Toller Erfolg für Willi Rabl, Platz zwei in der Dieselwertung, Platz zwölf im Gesamtklassement und frisch verheiratet ist er auch noch.

Zügig Richtung Spitze geht es zur Zeit bei Willi Rabl II. Noch hat er sie zwar noch nicht ganz erreicht, aber gar Manches deutet darauf hin, daß das schon sehr bald eintreten könnte. Denn längst schon hat sich gezeigt: Mit den richtigen Voraussetzungen gehört auch Willi Rabl zu den Schnellsten in der Dieselklasse – und überhaupt zu den Schnellsten. Wenn man einmal Zwölfter bei einem Rallye-Staatsmeisterschaftslauf geworden ist, dann ist man schon sehr weit gekommen.

Die Bosch-Rallye 2007 ist unübersehbar ein Höhepunkt in der Motorsportlaufbahn des Willi Rabl Junior. Vor allem der Umstieg auf das TDI-Kitcar eröffnet ihm neue Möglichkeiten – den Unterschied in der Wettbewerbsfähigkeit gegenüber dem serienmäßigen Golf, den Willi vor einem Jahr noch zur Verfügung hatte, merkt man sofort, aber man muß natürlich auch das Können haben, um daraus etwas zu machen.
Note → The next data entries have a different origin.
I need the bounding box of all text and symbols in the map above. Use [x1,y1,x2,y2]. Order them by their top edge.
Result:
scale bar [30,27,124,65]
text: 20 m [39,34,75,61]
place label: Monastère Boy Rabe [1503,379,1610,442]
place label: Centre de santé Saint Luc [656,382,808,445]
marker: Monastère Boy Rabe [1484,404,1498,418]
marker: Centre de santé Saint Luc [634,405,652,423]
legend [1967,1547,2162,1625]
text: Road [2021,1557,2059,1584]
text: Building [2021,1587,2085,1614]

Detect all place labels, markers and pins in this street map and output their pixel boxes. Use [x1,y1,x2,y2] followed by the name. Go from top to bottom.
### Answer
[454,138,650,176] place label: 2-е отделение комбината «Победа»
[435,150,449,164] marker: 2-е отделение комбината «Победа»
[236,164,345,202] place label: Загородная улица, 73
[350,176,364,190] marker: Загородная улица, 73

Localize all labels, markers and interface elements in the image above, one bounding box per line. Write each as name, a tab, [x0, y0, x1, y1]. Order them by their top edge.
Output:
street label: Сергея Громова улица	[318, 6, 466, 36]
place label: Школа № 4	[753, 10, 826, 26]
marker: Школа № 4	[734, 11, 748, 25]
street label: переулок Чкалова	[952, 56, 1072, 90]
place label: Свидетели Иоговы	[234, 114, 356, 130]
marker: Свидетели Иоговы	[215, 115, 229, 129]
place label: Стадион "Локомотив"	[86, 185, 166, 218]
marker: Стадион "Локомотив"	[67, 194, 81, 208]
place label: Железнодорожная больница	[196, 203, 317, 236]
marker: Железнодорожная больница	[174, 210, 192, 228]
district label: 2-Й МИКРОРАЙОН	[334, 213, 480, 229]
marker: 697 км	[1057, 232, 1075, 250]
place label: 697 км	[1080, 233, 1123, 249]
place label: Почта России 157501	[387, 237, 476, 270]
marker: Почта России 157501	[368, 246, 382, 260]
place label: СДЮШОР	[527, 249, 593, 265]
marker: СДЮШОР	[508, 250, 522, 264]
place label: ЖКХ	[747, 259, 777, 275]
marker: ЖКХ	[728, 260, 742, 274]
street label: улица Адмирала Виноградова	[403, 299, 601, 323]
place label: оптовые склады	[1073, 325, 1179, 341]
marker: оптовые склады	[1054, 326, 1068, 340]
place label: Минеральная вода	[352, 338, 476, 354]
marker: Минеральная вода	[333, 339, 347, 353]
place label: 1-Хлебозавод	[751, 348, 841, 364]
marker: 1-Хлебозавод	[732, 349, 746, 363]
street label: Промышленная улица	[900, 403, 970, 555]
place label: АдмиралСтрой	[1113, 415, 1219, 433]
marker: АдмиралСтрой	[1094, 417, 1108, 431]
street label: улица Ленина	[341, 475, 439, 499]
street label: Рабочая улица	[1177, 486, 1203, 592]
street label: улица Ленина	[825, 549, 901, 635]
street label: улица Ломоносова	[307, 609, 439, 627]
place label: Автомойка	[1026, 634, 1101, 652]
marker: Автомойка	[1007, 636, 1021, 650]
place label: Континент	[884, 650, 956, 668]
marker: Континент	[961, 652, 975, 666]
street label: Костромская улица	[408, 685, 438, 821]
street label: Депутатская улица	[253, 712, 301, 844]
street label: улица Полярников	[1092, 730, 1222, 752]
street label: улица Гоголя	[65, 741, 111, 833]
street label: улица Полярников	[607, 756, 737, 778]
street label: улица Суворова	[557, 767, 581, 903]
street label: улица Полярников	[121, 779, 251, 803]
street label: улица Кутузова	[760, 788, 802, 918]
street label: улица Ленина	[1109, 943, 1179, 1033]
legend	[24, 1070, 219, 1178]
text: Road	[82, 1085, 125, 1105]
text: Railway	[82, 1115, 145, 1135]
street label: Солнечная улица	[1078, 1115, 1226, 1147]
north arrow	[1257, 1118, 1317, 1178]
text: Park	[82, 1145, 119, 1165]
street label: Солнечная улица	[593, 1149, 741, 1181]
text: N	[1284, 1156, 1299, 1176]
Seit Willi Rabl das Kitcar fährt, ist er Dauergast in den Top-Drei der Dieselklasse. Und wer in der Dieselklasse bei den Besten mitfährt, ist auch in der Gesamtwertung meist sehr weit vorne. Eine erfreuliche Perspektive für den Quereinsteiger mit den ausgeprägten Motorsport-Genen.

Schon auf der ersten Prüfung der BOSCH Super Plus-Rallye zeigte sich, daß die hervorragende Leistung bei der Pirelli-Lavanttal-Rallye kein Zufallstreffer war – bereits hier legte Willi Rabl, der wieder mit Uschi Breinessl als Beifahrerin gestartet war, als Dritter der Dieselklasse den Grundstein für einen Podiumsrang.

So ging es dann auch weiter. Vor Willi Rabl lagen der Teamkollege und regierende Diesel-Meister Michael Kogler sowie Ing. Michael Böhm mit seinem Fiat Stilo, ebenfalls bereits Inhaber einer Meisterkrone.

Aber auch das, was Willi Rabl bisher schon aus seinen Möglichkeiten macht, ist beachtlich. Nach dem bedauerlichen Rallye-Ende von Teamkollegen Michael Kogler durch einen heftigen Ausritt wurde aus dem dritten noch ein zweiter Platz für Willi Rabl und Uschi Breinessl, ein „Geschenk“ mit einem etwas bitteren Beigeschmack.

Nicht zuletzt war auch die zehnte Gesamtzeit von Willi Rabl auf der elften Sonderprüfung ein deutlicher Hinweis auf seine zunehmende Wettbewerbsfähigkeit.

Mit Platz 12 in der Gesamtwertung war Willi Rabl, der mit Uschi Breinessl wieder ein hervorragendes Team bildete (die großartige Vorbereitungsarbeit von VW Hofbauer mit seinen Mannen ebenfalls nicht zu vergessen), nicht mehr weit weg von den begehrten Top-Ten-Plätzen. Glücklicher Willi Rabl: Platz Zwei in der Dieselwertung, Zwölfter gesamt und....frisch verheiratet. Man darf gratulieren!